How do I earn depth points?
Everybody is doing the same project, but not everybody has the same interests. Depth points offer you the opportunity to earn a top grade by demonstrating depth in an area that you choose. Depth points will be available in multiple modules, and when possible, depth points will be available for interests that you identify in the pre-course survey.
Depth points are earned by completing depth goals, which might look like this:
Design a concrete syntax for vScheme that resembles C or Python, write a parser for it, and integrate the parser into your translator [10 points].
Optimize the VM’s loading of literal values and explain how the optimization is consistent with the formal semantics of loading [2 points].
Say what would constitute a complete set of VM instructions for implementing vScheme [1 point].
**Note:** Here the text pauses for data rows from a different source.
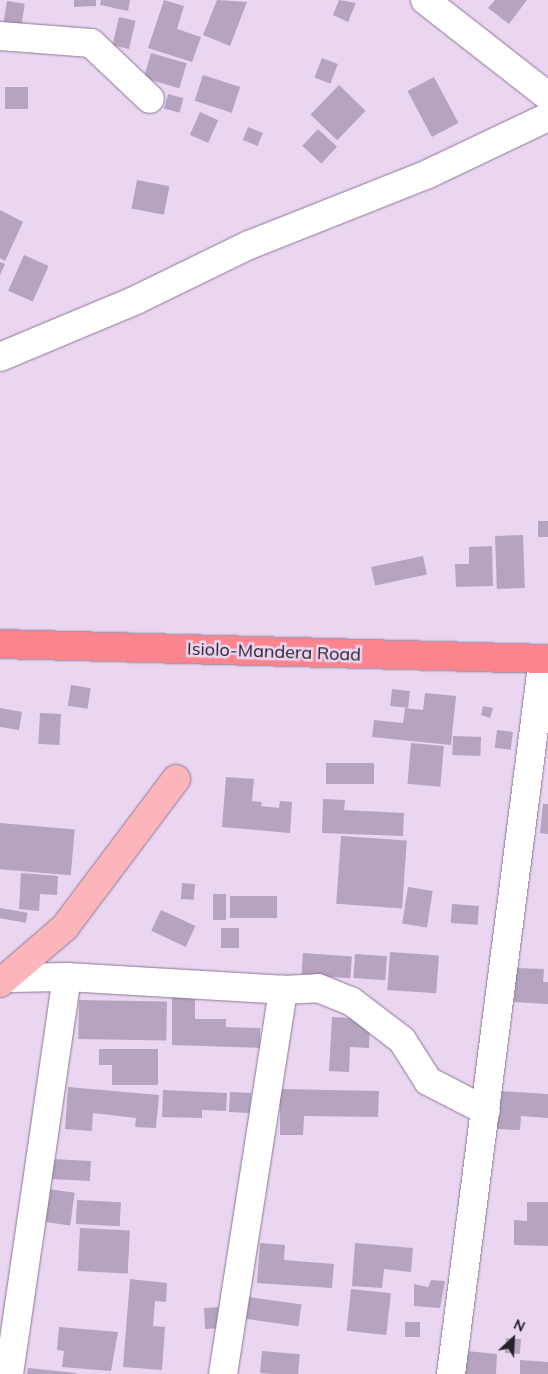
<!DOCTYPE html>
<style>
body{margin:0}
#map{position:relative;width:548px;height:1374px;overflow:hidden;background:#ebd6f2;font-family:Mulish,sans-serif}
div>[style]{position:absolute}
[style*='--x']{left:calc(var(--x)*1px);top:calc(var(--y)*1px);width:calc(var(--w)*1px);rotate:calc(var(--a)*1deg)}
.building>*{inset:0;background:#b5a3bf;transform-origin:0 0}
.roads{filter:drop-shadow(0 0 1px #8b7891) drop-shadow(0 0 1px #8b7891)}
.minor>*{height:28px;margin:-14px;padding:0 14px;transform-origin:14px;border-radius:14px;background:#fff}
.major>*{height:28px;margin:-14px;padding:0 14px;transform-origin:14px;border-radius:14px;background:#fcb6bb}
.highway>*{height:28px;margin:-14px;padding:0 14px;transform-origin:14px;border-radius:14px;background:#fa858e}
span{translate:-50% -50%;white-space:nowrap;text-align:center;line-height:1.15;-webkit-text-stroke:5px #ebd6f2;paint-order:stroke}
.street-label{font-size:18px;color:#28212b}
.north{position:absolute;left:488px;top:1314px;width:50px;height:50px;-webkit-text-stroke:4px #ebd6f2;paint-order:stroke;rotate:25deg;font-size:14px;font-weight:700;line-height:20px;text-align:center;color:#28212b}
.north::after{content:'';display:block;margin:auto;width:18px;height:22px;background:#28212b;clip-path:polygon(50% 0,100% 100%,50% 72%,0 100%)}
</style>
<div id="map">
<div class="building">
<i style="clip-path:polygon(74px 0,96px 0,96px 6px,74px 7px)"></i>
<i style="clip-path:polygon(101px 0,130px 0,128px 11px,100px 5px)"></i>
<i style="clip-path:polygon(164px 0,184px 6px,177px 29px,201px 37px,192px 62px,148px 48px)"></i>
<i style="clip-path:polygon(217px 0,247px 2px,230px 46px,203px 35px)"></i>
<i style="clip-path:polygon(339px 0,356px 3px,348px 22px,333px 15px)"></i>
<i style="clip-path:polygon(495px 0,527px 0,509px 24px,488px 8px)"></i>
<i style="left:7px;top:1px;width:18px;height:21px;rotate:9deg"></i>
<i style="left:119px;top:17px;width:17px;height:29px;rotate:13deg"></i>
<i style="left:151px;top:53px;width:37px;height:26px;rotate:16deg"></i>
<i style="left:322px;top:58px;width:17px;height:21px;rotate:21deg"></i>
<i style="left:203px;top:75px;width:39px;height:27px;rotate:18deg"></i>
<i style="left:434px;top:77px;width:52px;height:30px;rotate:62deg"></i>
<i style="left:339px;top:85px;width:37px;height:41px;rotate:44deg"></i>
<i style="left:5px;top:87px;width:23px;height:22px"></i>
<i style="left:168px;top:94px;width:16px;height:15px;rotate:15deg"></i>
<i style="left:200px;top:112px;width:20px;height:25px;rotate:24deg"></i>
<i style="left:248px;top:127px;width:16px;height:14px;rotate:22deg"></i>
<i style="left:318px;top:129px;width:26px;height:23px;rotate:43deg"></i>
<i style="left:137px;top:180px;width:33px;height:29px;rotate:11deg"></i>
<i style="clip-path:polygon(0 210px,23px 222px,5px 261px,0 258px)"></i>
<i style="left:24px;top:255px;width:27px;height:39px;rotate:24deg"></i>
<i style="clip-path:polygon(0 262px,5px 264px,0 275px)"></i>
<i style="left:538px;top:521px;width:10px;height:16px"></i>
<i style="left:523px;top:535px;width:53px;height:28px;rotate:88deg"></i>
<i style="clip-path:polygon(492px 546px,493px 586px,456px 587px,455px 564px,469px 564px,469px 547px)"></i>
<i style="left:423px;top:556px;width:19px;height:53px;rotate:78deg"></i>
<i style="left:71px;top:685px;width:20px;height:21px;rotate:9deg"></i>
<i style="left:392px;top:689px;width:18px;height:17px;rotate:6deg"></i>
<i style="clip-path:polygon(425px 693px,456px 696px,451px 745px,372px 737px,374px 720px,403px 723px,405px 708px,423px 710px)"></i>
<i style="clip-path:polygon(483px 706px,493px 708px,490px 718px,481px 715px)"></i>
<i style="clip-path:polygon(0 708px,22px 712px,19px 730px,0 727px)"></i>
<i style="left:40px;top:713px;width:21px;height:31px;rotate:3deg"></i>
<i style="left:497px;top:730px;width:16px;height:18px;rotate:7deg"></i>
<i style="left:453px;top:736px;width:28px;height:19px;rotate:2deg"></i>
<i style="left:411px;top:743px;width:33px;height:41px;rotate:5deg"></i>
<i style="left:326px;top:763px;width:48px;height:21px"></i>
<i style="clip-path:polygon(226px 777px,254px 779px,252px 801px,262px 802px,261px 806px,279px 808px,280px 801px,292px 802px,290px 833px,222px 827px)"></i>
<i style="clip-path:polygon(323px 799px,345px 800px,344px 810px,404px 813px,403px 836px,322px 833px)"></i>
<i style="clip-path:polygon(543px 804px,548px 804px,548px 834px,540px 833px)"></i>
<i style="left:0;top:823px;width:75px;height:46px;rotate:5deg"></i>
<i style="left:341px;top:836px;width:66px;height:68px;rotate:4deg"></i>
<i style="clip-path:polygon(21px 873px,58px 876px,57px 895px,40px 894px,39px 911px,19px 909px)"></i>
<i style="left:182px;top:883px;width:13px;height:16px;rotate:4deg"></i>
<i style="left:408px;top:887px;width:25px;height:37px;rotate:9deg"></i>
<i style="left:213px;top:894px;width:13px;height:26px"></i>
<i style="left:230px;top:896px;width:47px;height:22px"></i>
<i style="left:452px;top:904px;width:27px;height:19px;rotate:4deg"></i>
<i style="left:0;top:908px;width:28px;height:10px;rotate:10deg"></i>
<i style="left:161px;top:910px;width:38px;height:23px;rotate:25deg"></i>
<i style="left:221px;top:928px;width:18px;height:20px"></i>
<i style="left:390px;top:952px;width:49px;height:38px;rotate:4deg"></i>
<i style="left:303px;top:953px;width:49px;height:22px;rotate:4deg"></i>
<i style="left:355px;top:954px;width:32px;height:24px;rotate:4deg"></i>
<i style="clip-path:polygon(516px 968px,544px 969px,543px 982px,548px 982px,548px 1004px,514px 1002px)"></i>
<i style="clip-path:polygon(172px 997px,195px 997px,195px 1019px,226px 1019px,226px 1027px,260px 1028px,260px 1048px,172px 1045px)"></i>
<i style="left:79px;top:1000px;width:88px;height:39px;rotate:1deg"></i>
<i style="clip-path:polygon(332px 1017px,370px 1019px,369px 1048px,350px 1047px,349px 1072px,329px 1071px)"></i>
<i style="clip-path:polygon(99px 1049px,158px 1049px,158px 1085px,112px 1085px,112px 1065px,99px 1065px)"></i>
<i style="clip-path:polygon(68px 1087px,159px 1095px,156px 1128px,135px 1127px,136px 1118px,93px 1113px,92px 1131px,65px 1129px)"></i>
<i style="clip-path:polygon(280px 1089px,379px 1091px,378px 1117px,304px 1116px,303px 1135px,280px 1135px)"></i>
<i style="clip-path:polygon(163px 1090px,227px 1093px,226px 1111px,202px 1110px,202px 1118px,162px 1117px)"></i>
<i style="clip-path:polygon(499px 1091px,548px 1094px,548px 1118px,521px 1116px,520px 1130px,497px 1129px)"></i>
<i style="left:230px;top:1092px;width:21px;height:20px;rotate:3deg"></i>
<i style="left:52px;top:1159px;width:39px;height:20px;rotate:3deg"></i>
<i style="left:48px;top:1189px;width:27px;height:33px;rotate:8deg"></i>
<i style="left:77px;top:1200px;width:44px;height:24px;rotate:3deg"></i>
<i style="clip-path:polygon(527px 1202px,548px 1202px,548px 1246px,514px 1245px,514px 1220px,527px 1221px)"></i>
<i style="left:80px;top:1228px;width:50px;height:43px;rotate:3deg"></i>
<i style="clip-path:polygon(260px 1243px,285px 1245px,284px 1260px,334px 1264px,332px 1288px,257px 1283px)"></i>
<i style="clip-path:polygon(355px 1243px,413px 1248px,411px 1272px,384px 1269px,382px 1288px,352px 1286px)"></i>
<i style="clip-path:polygon(130px 1279px,167px 1283px,166px 1302px,155px 1301px,153px 1326px,165px 1327px,162px 1370px,123px 1367px)"></i>
<i style="clip-path:polygon(431px 1280px,445px 1281px,440px 1308px,414px 1306px,414px 1284px,428px 1287px)"></i>
<i style="left:351px;top:1289px;width:40px;height:42px;rotate:6deg"></i>
<i style="left:249px;top:1297px;width:53px;height:22px;rotate:8deg"></i>
<i style="left:222px;top:1307px;width:21px;height:18px;rotate:87deg"></i>
<i style="left:405px;top:1322px;width:15px;height:15px"></i>
<i style="clip-path:polygon(59px 1327px,118px 1332px,111px 1371px,62px 1367px,64px 1351px,57px 1350px)"></i>
<i style="left:506px;top:1338px;width:15px;height:15px;rotate:4deg"></i>
<i style="left:262px;top:1351px;width:38px;height:22px;rotate:5deg"></i>
<i style="clip-path:polygon(466px 1351px,497px 1354px,496px 1374px,464px 1374px)"></i>
<i style="clip-path:polygon(520px 1360px,548px 1362px,548px 1374px,520px 1374px)"></i>
<i style="clip-path:polygon(28px 1368px,76px 1373px,76px 1374px,27px 1374px)"></i>
</div>
<div class="roads">
<div class="minor">
<i style="--x:425;--y:0;--w:156;--a:38"></i>
<i style="--x:0;--y:36;--w:91;--a:4.4"></i>
<i style="--x:91;--y:43;--w:81;--a:43.5"></i>
<i style="--x:0;--y:357;--w:147;--a:-22.7"></i>
<i style="--x:136;--y:300;--w:126;--a:-26"></i>
<i style="--x:249;--y:245;--w:193;--a:-21.6"></i>
<i style="--x:428;--y:174;--w:133;--a:-25.4"></i>
<i style="--x:9;--y:978;--w:58;--a:-1"></i>
<i style="--x:67;--y:977;--w:216;--a:3.4"></i>
<i style="--x:283;--y:990;--w:35;--a:-3"></i>
<i style="--x:318;--y:988;--w:35;--a:22"></i>
<i style="--x:351;--y:1001;--w:64;--a:37.4"></i>
<i style="--x:402;--y:1040;--w:49;--a:57.6"></i>
<i style="--x:428;--y:1081;--w:65;--a:27.3"></i>
<i style="--x:9;--y:1374;--w:401;--a:-81.7"></i>
<i style="--x:223;--y:1374;--w:389;--a:-81.1"></i>
<i style="--x:451;--y:1374;--w:721;--a:-82.67"></i>
</div>
<div class="major">
<i style="--x:0;--y:983;--w:86;--a:-40.7"></i>
<i style="--x:65;--y:927;--w:185;--a:-53.1"></i>
</div>
<div class="highway">
<i style="--x:0;--y:644;--w:548;--a:1.57"></i>
</div>
</div>
<div class="street-label">
<span style="left:274px;top:652px;rotate:2deg">Isiolo-Mandera Road</span>
</div>
<div class="north">N</div>
</div>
Unless a depth goal is marked with an expiration date, depth points can be earned by completing the goal any time before exams begin. Unless otherwise marked, a depth goal is not limited to the module in which it appears.
To earn an A or A+ you need 5 or 10 depth points, which you can earn by completing a few small goals or one bigger goal. The point rewards are meant to be tuned so that earning a depth point takes about an hour.
What if I can’t deliver my work on time?
The project is very cumulative, and I recommend that you don’t get behind. To make it easy to submit your homework on time, I’ve set things up so you get points not for complete, working code, but for your ability to articulate what you learned from writing the code. If you’ve built a thing and you understand how it’s put together, but it doesn’t quite work yet, go ahead and submit it on time. You can debug it later.
That said, I’m offering a limited late policy somewhat similar to the late policies for CS 40 and CS 105:
Each student is automatically issued four “extension tokens.” By expending an extension token, you get a 24-hour extension on both deadlines associated with a single module: that’s the Monday homework and the Tuesday reflection.
At most one extension token may be expended on any single assignment.
A homework submitted late with an extension token earns full project points, but the submitters earn no participation points for the Tuesday code review. That’s only fair: if your work isn’t submitted, we can’t review it—and I need Tuesday morning to look at the submissions and plan code review.
If for some reason your Monday homework is on time but your Tuesday reflection is 24 hours late, you can earn full project points and full participation points—but it’s a terrible use of an extension token, so please don’t let this happen.
When you are out of tokens, late homework will no longer earn points, but it can still be submitted for feedback, and it can be shown at code reviews.
What if I’m too sick to submit work?
If Covid spikes again, you may get too sick to work. And the project is very cumulative—what are you going to do? Just let me know. It’s a small class, and I want everyone to get an A. I will work with you to make that possible, in a way that is fair to you and also fair to your classmates.
This policy applies to any significant illness, not only to Covid-19.
How will the course end?
In lieu of a final exam, you will present your work to your peers and to a jury of outside experts. Presentations will take place during a half-day workshop, which will be take place between 2:30pm and 6:00pm on Tuesday, May 9.1 After the workshop you will have 48 hours to respond to the jury and to submit one final reflection summarizing your learning outcomes from the course and from the workshop.
Acknowledgements
Matthias Felleisen, who has many years of experience doing code reviews with students, explained to me how his code reviews are structured; I have borrowed several of his practices. Jacob Matthews suggested why code review might be important.